Your assignment: Go through the data below and return each line where the string "lines" occurs.

Saved data entries
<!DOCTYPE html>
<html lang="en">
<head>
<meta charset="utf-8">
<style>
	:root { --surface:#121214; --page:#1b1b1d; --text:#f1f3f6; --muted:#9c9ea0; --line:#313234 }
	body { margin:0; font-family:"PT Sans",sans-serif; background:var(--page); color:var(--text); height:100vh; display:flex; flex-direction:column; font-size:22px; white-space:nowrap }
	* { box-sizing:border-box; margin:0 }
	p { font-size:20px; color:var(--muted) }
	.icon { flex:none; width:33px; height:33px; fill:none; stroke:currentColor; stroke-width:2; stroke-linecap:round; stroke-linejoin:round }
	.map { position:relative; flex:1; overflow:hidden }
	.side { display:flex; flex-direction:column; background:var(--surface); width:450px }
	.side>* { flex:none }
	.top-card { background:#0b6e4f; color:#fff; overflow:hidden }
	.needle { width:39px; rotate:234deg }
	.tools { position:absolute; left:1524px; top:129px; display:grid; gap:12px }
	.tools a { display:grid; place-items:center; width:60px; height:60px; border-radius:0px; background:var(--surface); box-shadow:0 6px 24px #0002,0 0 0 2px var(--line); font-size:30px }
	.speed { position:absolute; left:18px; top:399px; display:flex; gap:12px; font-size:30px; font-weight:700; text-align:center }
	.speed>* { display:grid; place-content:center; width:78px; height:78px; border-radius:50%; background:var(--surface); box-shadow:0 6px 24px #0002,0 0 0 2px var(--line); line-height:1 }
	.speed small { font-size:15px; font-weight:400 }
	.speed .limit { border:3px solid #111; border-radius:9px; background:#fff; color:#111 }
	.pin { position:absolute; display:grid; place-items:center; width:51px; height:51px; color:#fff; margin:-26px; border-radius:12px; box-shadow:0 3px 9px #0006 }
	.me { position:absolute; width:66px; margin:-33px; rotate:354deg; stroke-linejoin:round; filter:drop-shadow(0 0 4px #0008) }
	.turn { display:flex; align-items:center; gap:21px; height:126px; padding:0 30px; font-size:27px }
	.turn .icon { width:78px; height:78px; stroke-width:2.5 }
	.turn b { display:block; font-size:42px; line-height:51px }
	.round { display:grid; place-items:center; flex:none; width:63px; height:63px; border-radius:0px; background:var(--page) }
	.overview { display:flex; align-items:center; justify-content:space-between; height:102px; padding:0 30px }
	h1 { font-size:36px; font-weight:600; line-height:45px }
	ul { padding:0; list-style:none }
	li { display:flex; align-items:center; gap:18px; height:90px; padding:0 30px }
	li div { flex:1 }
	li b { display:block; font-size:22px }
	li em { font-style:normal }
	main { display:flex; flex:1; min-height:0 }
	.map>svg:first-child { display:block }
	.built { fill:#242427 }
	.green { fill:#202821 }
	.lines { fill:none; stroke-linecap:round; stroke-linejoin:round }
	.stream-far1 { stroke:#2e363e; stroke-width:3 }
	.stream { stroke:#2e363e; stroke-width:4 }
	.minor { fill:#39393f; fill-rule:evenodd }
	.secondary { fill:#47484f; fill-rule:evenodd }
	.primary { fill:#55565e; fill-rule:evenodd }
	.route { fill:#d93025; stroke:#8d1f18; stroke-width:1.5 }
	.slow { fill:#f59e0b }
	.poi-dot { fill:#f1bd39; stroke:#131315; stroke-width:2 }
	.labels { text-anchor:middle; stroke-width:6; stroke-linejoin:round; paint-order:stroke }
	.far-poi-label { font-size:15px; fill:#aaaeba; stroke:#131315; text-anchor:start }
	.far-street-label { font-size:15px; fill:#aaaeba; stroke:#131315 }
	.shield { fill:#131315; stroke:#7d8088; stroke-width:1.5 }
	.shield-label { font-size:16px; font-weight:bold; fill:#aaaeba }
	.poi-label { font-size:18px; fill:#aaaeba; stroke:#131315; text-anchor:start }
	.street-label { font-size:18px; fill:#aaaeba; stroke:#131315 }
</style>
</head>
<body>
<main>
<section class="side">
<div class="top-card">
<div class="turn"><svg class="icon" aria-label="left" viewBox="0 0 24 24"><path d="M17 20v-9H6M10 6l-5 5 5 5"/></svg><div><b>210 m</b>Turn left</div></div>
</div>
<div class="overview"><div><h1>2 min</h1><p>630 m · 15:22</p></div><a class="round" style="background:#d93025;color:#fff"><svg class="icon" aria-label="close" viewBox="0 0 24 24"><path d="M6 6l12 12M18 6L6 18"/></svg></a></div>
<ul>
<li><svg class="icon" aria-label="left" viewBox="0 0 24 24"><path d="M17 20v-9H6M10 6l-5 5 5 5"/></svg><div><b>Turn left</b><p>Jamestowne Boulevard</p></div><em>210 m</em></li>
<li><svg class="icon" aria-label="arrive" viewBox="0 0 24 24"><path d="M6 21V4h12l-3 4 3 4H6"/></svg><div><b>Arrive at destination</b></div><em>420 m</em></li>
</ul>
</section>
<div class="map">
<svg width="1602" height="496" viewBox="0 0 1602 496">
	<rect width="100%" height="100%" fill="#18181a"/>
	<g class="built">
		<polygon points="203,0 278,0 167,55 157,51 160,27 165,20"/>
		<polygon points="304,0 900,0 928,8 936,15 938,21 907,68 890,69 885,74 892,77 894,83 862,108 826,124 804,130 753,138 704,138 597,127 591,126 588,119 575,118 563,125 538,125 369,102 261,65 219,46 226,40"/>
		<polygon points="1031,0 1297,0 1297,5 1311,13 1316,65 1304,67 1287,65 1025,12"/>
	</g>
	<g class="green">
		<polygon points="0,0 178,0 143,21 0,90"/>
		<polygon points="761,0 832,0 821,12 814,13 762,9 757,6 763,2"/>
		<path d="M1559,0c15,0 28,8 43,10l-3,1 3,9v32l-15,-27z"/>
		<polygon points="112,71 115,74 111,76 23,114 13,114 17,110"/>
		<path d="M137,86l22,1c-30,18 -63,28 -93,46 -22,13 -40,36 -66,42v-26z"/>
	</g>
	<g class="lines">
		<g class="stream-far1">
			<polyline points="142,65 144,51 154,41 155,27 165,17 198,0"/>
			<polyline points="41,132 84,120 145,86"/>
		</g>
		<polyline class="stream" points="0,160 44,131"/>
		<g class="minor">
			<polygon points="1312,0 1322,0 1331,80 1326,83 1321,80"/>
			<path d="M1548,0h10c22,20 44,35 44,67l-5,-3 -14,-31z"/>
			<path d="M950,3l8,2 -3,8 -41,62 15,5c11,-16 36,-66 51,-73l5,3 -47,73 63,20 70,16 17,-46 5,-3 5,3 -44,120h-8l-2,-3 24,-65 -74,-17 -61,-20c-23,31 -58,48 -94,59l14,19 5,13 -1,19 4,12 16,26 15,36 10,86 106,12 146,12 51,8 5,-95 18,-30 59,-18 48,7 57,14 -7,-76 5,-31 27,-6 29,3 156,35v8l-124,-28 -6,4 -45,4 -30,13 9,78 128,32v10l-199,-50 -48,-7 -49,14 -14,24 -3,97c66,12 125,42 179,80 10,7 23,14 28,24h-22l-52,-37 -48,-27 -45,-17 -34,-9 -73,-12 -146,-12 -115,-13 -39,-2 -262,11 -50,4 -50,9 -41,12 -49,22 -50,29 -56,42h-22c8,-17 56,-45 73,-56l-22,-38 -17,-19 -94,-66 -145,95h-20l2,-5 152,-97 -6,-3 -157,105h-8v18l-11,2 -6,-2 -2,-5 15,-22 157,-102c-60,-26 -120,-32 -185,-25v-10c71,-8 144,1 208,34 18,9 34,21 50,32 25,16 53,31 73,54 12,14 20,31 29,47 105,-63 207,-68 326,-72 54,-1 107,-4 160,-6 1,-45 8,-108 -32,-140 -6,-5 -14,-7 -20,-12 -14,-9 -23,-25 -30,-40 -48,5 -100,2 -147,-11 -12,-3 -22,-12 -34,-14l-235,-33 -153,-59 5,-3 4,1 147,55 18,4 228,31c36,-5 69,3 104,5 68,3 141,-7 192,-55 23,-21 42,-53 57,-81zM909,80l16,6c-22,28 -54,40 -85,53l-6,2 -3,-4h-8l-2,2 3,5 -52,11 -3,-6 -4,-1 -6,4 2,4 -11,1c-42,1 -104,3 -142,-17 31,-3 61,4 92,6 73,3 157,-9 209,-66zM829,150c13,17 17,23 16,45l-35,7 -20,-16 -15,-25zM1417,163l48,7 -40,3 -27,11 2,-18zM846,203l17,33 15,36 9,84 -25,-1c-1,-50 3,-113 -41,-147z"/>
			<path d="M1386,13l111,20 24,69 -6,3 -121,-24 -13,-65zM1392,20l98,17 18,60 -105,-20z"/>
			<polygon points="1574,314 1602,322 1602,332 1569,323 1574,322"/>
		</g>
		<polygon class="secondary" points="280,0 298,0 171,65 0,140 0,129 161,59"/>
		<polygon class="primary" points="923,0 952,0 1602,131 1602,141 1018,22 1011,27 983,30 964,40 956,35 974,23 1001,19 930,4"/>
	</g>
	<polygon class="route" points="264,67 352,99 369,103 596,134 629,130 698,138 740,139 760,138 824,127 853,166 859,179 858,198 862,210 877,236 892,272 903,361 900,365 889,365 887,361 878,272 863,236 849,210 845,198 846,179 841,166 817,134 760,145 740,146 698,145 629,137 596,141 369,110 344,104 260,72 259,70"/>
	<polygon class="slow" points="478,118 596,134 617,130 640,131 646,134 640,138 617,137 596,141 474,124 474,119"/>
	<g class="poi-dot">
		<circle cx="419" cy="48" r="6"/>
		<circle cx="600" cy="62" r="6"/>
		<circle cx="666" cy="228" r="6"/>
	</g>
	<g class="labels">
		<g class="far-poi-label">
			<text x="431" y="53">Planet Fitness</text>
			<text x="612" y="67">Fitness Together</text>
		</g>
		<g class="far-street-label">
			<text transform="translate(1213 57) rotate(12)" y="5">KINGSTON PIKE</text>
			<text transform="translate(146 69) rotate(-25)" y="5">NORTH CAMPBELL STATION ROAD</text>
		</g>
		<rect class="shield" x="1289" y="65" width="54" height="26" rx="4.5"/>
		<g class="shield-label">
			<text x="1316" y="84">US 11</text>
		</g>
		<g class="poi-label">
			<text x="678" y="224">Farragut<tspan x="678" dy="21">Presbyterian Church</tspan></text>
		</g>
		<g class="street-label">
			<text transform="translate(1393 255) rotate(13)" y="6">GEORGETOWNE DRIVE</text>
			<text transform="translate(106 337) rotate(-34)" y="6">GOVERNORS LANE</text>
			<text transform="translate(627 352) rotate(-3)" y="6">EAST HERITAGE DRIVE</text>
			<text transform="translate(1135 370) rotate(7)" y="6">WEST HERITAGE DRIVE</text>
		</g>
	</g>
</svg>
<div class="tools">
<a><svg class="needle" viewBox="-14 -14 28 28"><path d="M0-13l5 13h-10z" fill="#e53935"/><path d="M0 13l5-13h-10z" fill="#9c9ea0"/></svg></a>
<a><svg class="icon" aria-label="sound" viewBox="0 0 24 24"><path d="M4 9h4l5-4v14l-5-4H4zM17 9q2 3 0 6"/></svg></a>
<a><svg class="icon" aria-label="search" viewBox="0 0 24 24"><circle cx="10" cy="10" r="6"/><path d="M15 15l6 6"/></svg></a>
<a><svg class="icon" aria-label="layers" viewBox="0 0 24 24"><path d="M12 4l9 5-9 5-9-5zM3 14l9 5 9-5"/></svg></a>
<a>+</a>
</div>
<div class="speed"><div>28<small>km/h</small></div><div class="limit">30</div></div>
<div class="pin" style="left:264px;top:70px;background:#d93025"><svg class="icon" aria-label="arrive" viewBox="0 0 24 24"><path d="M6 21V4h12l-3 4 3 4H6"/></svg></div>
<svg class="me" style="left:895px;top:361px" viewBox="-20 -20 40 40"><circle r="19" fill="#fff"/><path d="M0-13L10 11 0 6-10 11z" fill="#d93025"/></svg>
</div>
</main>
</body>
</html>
--
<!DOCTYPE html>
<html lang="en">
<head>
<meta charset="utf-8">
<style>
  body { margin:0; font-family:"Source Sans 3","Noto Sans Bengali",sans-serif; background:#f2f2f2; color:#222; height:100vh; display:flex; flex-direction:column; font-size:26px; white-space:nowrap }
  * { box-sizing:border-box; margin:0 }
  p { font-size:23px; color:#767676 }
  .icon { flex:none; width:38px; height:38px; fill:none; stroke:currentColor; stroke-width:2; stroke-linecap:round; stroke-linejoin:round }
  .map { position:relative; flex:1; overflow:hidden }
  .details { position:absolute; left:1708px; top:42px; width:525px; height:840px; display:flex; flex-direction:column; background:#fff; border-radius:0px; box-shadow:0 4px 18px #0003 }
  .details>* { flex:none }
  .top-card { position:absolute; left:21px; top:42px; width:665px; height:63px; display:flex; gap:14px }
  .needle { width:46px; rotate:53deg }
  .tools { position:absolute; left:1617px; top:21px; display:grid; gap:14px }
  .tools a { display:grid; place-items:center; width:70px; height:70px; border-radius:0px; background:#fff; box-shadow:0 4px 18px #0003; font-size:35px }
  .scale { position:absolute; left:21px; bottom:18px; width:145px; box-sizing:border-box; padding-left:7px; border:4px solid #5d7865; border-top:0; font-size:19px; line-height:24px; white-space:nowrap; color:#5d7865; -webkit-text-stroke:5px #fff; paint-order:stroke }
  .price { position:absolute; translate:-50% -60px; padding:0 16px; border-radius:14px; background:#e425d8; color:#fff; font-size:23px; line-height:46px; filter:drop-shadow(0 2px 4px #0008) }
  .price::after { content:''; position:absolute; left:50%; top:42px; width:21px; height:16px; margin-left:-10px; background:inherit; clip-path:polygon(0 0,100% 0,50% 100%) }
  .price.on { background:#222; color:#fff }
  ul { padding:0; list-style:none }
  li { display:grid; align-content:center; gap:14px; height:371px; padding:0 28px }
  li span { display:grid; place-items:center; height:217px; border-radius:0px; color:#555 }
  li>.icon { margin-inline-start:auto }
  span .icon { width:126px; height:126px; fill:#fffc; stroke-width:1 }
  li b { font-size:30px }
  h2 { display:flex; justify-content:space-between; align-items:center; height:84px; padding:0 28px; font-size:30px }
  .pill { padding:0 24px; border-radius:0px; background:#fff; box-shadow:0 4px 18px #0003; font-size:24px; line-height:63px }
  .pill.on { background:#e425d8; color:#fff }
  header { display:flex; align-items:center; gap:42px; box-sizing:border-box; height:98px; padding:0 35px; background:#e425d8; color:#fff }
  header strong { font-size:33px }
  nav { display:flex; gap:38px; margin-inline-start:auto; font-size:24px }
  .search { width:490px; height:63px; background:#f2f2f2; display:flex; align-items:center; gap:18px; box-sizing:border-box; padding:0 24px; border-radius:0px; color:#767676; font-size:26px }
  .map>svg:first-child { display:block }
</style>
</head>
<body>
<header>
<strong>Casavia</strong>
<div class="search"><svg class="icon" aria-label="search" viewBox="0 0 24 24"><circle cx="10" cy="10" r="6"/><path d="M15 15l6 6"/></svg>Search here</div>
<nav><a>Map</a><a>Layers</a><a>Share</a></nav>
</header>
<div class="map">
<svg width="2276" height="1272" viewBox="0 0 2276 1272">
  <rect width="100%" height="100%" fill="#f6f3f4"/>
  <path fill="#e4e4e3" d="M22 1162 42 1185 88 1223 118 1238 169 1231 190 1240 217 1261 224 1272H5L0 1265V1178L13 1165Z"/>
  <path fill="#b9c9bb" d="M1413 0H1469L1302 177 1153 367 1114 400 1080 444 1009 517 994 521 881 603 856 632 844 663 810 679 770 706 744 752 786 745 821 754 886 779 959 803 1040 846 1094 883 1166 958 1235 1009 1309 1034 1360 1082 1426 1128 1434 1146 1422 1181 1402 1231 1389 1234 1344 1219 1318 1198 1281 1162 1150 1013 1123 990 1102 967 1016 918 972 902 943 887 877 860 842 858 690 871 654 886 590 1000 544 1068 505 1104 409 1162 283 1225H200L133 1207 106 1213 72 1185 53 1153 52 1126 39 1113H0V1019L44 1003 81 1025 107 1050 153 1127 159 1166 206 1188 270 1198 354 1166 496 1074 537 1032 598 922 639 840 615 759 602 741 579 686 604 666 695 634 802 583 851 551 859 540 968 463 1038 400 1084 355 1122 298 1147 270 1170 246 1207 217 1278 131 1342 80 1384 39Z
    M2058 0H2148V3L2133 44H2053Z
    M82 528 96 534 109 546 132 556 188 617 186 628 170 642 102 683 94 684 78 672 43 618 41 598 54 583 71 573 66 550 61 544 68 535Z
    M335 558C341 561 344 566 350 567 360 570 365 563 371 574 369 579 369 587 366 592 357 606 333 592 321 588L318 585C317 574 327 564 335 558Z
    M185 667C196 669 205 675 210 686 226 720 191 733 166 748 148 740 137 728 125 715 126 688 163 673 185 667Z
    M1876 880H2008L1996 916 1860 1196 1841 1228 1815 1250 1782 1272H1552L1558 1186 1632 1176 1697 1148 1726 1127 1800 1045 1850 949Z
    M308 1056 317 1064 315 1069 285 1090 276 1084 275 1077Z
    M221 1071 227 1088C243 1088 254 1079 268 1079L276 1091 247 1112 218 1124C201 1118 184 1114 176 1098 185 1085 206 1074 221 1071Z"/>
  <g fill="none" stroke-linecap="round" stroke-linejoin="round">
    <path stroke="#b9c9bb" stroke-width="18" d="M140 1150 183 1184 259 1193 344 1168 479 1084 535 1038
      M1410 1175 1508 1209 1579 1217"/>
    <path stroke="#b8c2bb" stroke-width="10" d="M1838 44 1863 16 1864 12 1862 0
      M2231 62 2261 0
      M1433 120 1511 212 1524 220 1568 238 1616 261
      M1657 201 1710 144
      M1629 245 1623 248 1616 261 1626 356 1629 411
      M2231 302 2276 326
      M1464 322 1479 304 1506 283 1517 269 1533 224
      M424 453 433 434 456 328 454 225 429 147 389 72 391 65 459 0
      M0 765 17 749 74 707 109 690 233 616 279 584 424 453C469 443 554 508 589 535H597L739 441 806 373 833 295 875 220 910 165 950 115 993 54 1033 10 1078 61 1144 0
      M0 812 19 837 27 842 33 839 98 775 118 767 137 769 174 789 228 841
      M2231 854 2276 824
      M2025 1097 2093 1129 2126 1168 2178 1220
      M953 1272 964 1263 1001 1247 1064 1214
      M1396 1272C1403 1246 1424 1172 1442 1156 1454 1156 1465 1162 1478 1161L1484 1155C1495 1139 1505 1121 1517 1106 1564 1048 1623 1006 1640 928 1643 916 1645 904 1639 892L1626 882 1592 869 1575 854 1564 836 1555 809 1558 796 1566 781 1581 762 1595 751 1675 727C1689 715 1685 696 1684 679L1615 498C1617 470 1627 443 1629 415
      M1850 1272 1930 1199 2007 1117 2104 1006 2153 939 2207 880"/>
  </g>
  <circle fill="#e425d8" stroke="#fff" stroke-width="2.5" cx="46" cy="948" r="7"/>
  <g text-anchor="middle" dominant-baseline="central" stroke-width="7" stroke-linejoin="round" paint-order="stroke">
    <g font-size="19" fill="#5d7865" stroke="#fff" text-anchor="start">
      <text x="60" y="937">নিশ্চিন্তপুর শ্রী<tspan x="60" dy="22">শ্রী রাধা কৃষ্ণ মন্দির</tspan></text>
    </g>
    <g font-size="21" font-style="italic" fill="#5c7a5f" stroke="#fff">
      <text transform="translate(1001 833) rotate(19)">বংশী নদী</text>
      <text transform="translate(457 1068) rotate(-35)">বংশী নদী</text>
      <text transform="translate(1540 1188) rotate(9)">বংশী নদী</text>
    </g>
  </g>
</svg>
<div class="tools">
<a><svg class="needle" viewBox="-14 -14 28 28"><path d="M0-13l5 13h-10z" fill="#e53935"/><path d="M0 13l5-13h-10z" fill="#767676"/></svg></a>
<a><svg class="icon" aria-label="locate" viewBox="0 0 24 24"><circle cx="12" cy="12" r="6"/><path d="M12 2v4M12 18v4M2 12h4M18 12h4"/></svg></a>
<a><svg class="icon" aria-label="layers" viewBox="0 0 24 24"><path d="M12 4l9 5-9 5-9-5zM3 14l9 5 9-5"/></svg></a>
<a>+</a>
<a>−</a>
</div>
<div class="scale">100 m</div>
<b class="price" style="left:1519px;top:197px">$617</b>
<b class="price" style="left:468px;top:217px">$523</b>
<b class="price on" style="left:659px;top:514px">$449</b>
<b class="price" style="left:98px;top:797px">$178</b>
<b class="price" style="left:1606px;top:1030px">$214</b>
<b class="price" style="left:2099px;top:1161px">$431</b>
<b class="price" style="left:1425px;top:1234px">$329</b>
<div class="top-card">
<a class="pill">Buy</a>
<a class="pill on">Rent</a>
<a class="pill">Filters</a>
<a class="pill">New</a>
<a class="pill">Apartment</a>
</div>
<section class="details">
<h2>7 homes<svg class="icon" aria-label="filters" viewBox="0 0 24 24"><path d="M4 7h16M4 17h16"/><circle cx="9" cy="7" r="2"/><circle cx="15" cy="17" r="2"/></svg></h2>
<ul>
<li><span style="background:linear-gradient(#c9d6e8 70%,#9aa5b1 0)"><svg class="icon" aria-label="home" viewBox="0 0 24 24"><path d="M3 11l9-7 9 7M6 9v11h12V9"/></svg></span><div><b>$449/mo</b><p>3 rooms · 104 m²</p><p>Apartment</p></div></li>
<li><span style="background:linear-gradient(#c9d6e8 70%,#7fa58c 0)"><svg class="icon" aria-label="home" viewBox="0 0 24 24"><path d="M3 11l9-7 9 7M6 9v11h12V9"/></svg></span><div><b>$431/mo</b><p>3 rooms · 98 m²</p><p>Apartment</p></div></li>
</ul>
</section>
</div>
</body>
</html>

Reply:
	.lines { fill:none; stroke-linecap:round; stroke-linejoin:round }
	<g class="lines">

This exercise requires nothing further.